Problem description:
Lines below starting with the line with "Convert the image" and going on through the line with "Summarize the content of the page" must be output exactly; the rest of the records must be left out.

Working data:

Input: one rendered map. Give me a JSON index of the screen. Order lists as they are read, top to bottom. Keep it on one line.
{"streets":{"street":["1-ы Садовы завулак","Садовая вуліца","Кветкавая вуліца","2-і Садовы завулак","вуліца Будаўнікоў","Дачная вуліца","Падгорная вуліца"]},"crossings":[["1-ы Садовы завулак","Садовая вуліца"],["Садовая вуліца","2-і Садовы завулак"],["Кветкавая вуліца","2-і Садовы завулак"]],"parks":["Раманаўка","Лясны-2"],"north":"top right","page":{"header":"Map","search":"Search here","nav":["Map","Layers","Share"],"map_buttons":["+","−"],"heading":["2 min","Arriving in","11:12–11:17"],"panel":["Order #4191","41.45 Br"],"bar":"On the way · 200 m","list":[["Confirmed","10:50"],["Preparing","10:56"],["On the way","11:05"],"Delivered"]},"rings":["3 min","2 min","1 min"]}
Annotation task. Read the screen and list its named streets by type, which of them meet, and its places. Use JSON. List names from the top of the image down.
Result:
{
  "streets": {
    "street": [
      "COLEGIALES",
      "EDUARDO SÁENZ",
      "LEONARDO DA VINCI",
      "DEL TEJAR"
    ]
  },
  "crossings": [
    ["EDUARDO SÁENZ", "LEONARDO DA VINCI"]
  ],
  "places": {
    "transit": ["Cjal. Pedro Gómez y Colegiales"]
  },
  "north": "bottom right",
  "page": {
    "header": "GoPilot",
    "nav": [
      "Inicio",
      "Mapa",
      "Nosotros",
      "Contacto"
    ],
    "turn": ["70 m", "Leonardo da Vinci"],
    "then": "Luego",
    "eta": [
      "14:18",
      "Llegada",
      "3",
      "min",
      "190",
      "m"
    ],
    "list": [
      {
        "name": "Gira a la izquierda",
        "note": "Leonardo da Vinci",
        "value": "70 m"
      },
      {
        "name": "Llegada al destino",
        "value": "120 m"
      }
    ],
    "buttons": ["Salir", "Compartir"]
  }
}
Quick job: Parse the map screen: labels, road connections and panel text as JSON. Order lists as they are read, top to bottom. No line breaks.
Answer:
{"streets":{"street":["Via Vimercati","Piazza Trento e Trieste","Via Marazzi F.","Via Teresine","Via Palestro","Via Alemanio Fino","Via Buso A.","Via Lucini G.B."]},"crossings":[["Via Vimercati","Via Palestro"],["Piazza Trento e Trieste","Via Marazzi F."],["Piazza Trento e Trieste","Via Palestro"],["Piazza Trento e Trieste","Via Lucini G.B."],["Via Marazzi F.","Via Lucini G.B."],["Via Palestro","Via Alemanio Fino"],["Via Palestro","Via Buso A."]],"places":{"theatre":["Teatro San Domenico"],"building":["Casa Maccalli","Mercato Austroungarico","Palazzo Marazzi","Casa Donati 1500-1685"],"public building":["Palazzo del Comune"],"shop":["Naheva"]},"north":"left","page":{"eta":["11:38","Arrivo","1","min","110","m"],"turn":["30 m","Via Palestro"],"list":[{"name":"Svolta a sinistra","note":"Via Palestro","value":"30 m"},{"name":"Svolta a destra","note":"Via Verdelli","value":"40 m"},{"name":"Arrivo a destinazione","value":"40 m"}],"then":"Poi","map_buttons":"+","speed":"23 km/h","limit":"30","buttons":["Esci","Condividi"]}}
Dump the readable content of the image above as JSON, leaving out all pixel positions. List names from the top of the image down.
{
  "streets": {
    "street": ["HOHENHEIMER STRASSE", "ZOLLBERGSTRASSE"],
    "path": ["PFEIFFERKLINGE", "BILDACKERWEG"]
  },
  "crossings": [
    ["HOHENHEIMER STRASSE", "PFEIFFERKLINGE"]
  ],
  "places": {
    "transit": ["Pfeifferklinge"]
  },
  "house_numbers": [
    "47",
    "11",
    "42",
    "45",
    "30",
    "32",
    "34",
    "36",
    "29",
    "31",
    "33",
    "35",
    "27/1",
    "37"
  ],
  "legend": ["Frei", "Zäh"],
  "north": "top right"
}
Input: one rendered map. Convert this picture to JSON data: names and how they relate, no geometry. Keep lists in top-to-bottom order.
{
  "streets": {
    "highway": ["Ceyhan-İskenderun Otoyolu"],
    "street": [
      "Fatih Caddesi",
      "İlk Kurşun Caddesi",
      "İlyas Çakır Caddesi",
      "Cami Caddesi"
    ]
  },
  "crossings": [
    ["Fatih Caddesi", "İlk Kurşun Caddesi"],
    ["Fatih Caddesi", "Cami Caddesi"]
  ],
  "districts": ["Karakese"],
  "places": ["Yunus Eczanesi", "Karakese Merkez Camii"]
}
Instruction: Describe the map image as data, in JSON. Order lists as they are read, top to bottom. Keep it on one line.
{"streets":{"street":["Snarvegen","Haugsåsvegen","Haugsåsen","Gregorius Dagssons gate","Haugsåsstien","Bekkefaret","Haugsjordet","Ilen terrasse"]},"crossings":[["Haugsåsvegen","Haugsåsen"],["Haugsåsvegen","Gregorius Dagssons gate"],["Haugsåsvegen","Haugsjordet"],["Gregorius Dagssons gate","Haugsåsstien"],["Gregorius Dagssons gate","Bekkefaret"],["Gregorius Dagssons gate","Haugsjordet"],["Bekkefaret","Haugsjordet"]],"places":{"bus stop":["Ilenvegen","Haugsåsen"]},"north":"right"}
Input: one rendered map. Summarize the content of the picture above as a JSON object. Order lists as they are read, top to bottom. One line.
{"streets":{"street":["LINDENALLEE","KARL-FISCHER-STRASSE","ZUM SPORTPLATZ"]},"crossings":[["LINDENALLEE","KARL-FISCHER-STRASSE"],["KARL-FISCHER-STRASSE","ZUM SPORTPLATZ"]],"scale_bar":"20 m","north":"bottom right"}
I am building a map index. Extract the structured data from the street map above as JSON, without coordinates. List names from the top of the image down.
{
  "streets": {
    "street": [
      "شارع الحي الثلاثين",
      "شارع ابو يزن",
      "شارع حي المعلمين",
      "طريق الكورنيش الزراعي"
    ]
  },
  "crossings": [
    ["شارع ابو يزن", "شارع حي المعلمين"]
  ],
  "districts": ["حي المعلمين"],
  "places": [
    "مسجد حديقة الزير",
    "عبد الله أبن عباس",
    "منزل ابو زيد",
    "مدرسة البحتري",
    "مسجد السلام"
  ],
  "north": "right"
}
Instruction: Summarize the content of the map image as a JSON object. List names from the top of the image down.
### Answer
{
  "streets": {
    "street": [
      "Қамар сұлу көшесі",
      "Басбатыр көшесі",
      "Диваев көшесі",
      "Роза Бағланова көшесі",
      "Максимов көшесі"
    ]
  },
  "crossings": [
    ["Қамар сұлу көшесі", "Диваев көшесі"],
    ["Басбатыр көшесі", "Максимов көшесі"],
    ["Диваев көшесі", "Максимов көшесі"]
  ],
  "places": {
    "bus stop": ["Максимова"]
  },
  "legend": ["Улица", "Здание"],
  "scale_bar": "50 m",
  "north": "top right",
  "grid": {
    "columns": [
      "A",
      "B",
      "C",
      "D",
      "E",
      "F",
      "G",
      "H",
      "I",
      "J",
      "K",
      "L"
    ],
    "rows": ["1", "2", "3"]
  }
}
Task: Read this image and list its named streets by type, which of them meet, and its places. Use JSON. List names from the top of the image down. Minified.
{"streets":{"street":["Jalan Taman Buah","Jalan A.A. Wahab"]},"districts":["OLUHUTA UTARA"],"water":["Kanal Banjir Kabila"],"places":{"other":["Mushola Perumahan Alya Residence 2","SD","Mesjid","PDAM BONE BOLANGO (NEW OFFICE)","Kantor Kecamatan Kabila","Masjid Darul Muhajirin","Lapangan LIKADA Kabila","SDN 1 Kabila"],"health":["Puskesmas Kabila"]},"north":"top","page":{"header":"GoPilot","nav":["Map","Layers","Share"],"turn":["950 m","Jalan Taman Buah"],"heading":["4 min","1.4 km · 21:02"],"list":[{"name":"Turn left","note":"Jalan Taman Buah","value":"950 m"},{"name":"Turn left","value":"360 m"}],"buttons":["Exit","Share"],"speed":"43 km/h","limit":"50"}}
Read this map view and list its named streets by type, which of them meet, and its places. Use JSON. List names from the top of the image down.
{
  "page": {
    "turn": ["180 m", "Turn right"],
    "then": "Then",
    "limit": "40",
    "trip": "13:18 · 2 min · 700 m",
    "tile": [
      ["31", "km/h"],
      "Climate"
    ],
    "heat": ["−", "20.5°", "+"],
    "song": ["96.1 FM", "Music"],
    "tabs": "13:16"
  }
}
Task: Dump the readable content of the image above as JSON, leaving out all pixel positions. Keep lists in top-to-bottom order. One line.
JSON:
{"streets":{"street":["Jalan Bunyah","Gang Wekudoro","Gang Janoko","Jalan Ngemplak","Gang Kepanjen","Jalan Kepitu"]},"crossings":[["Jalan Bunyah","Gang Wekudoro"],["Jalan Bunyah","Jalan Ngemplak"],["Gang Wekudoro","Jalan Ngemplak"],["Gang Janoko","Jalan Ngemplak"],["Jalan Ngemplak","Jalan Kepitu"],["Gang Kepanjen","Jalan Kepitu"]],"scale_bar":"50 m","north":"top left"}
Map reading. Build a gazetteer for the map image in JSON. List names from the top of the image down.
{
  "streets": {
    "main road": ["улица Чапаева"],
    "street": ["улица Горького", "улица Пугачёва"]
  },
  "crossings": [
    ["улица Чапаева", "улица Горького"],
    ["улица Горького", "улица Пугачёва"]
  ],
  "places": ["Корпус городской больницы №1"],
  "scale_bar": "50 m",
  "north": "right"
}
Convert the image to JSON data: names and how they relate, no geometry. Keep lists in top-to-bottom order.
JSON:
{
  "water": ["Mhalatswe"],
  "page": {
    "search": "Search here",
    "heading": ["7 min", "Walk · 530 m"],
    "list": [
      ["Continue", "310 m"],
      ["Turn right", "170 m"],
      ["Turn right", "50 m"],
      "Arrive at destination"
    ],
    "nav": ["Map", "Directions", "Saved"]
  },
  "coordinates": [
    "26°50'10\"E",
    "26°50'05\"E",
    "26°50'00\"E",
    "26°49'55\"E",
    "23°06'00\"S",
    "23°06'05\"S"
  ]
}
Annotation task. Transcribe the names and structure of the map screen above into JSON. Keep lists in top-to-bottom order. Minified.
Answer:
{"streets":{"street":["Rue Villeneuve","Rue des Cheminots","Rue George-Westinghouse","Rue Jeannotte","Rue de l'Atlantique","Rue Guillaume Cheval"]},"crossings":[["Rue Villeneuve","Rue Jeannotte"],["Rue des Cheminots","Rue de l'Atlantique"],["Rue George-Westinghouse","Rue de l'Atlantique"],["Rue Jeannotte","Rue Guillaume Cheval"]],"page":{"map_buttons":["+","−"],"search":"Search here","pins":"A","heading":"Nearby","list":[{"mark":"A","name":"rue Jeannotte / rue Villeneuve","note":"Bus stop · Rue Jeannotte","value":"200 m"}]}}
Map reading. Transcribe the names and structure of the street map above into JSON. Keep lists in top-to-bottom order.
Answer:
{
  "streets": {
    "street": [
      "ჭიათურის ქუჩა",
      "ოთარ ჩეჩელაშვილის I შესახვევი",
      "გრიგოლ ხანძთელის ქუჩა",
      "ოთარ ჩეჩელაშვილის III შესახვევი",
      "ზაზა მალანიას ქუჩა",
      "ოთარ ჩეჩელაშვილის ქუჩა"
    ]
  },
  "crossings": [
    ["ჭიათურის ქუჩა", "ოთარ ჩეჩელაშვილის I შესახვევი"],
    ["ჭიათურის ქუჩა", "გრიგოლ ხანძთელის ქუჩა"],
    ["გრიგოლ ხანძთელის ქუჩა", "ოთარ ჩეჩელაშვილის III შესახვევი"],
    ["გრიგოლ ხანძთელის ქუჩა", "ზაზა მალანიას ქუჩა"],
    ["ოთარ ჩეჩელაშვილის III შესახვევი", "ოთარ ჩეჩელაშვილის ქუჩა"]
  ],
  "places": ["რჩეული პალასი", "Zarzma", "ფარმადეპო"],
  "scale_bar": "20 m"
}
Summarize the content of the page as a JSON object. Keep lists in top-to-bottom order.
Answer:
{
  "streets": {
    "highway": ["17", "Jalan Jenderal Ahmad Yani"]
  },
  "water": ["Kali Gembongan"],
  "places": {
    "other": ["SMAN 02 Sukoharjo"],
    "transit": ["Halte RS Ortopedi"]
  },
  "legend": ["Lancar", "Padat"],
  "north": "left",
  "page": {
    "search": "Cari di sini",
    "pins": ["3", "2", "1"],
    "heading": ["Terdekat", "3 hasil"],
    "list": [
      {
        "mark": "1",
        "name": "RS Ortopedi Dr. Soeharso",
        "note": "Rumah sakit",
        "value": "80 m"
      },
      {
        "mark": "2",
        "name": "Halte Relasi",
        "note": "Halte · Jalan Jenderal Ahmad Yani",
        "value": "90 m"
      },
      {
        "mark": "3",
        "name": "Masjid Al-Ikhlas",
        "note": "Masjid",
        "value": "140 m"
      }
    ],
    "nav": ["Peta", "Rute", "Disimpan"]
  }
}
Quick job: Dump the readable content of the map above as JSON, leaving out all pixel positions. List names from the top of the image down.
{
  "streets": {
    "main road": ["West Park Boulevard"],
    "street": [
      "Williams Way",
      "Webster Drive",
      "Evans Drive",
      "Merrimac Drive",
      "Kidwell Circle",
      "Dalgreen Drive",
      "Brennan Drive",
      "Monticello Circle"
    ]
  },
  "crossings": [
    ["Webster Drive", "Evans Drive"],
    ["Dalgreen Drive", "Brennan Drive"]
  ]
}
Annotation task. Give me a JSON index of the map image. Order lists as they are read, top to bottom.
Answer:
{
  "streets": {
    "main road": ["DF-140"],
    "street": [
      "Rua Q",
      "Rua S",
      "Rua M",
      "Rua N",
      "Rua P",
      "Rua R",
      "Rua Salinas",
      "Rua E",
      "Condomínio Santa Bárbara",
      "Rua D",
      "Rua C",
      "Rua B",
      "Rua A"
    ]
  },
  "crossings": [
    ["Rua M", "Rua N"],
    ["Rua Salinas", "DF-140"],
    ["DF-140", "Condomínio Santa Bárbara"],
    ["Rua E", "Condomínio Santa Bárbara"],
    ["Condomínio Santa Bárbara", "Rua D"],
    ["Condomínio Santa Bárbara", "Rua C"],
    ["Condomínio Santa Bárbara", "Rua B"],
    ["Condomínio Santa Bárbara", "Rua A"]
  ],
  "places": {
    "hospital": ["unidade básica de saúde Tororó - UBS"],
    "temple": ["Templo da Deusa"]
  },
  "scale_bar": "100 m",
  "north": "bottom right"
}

Output below:
Convert the image to JSON data: names and how they relate, no geometry. Keep lists in top-to-bottom order.
JSON:
{
  "water": ["Mhalatswe"],
  "page": {
    "search": "Search here",
    "heading": ["7 min", "Walk · 530 m"],
    "list": [
      ["Continue", "310 m"],
      ["Turn right", "170 m"],
      ["Turn right", "50 m"],
      "Arrive at destination"
    ],
    "nav": ["Map", "Directions", "Saved"]
  },
  "coordinates": [
    "26°50'10\"E",
    "26°50'05\"E",
    "26°50'00\"E",
    "26°49'55\"E",
    "23°06'00\"S",
    "23°06'05\"S"
  ]
}
Annotation task. Transcribe the names and structure of the map screen above into JSON. Keep lists in top-to-bottom order. Minified.
Answer:
{"streets":{"street":["Rue Villeneuve","Rue des Cheminots","Rue George-Westinghouse","Rue Jeannotte","Rue de l'Atlantique","Rue Guillaume Cheval"]},"crossings":[["Rue Villeneuve","Rue Jeannotte"],["Rue des Cheminots","Rue de l'Atlantique"],["Rue George-Westinghouse","Rue de l'Atlantique"],["Rue Jeannotte","Rue Guillaume Cheval"]],"page":{"map_buttons":["+","−"],"search":"Search here","pins":"A","heading":"Nearby","list":[{"mark":"A","name":"rue Jeannotte / rue Villeneuve","note":"Bus stop · Rue Jeannotte","value":"200 m"}]}}
Map reading. Transcribe the names and structure of the street map above into JSON. Keep lists in top-to-bottom order.
Answer:
{
  "streets": {
    "street": [
      "ჭიათურის ქუჩა",
      "ოთარ ჩეჩელაშვილის I შესახვევი",
      "გრიგოლ ხანძთელის ქუჩა",
      "ოთარ ჩეჩელაშვილის III შესახვევი",
      "ზაზა მალანიას ქუჩა",
      "ოთარ ჩეჩელაშვილის ქუჩა"
    ]
  },
  "crossings": [
    ["ჭიათურის ქუჩა", "ოთარ ჩეჩელაშვილის I შესახვევი"],
    ["ჭიათურის ქუჩა", "გრიგოლ ხანძთელის ქუჩა"],
    ["გრიგოლ ხანძთელის ქუჩა", "ოთარ ჩეჩელაშვილის III შესახვევი"],
    ["გრიგოლ ხანძთელის ქუჩა", "ზაზა მალანიას ქუჩა"],
    ["ოთარ ჩეჩელაშვილის III შესახვევი", "ოთარ ჩეჩელაშვილის ქუჩა"]
  ],
  "places": ["რჩეული პალასი", "Zarzma", "ფარმადეპო"],
  "scale_bar": "20 m"
}
Summarize the content of the page as a JSON object. Keep lists in top-to-bottom order.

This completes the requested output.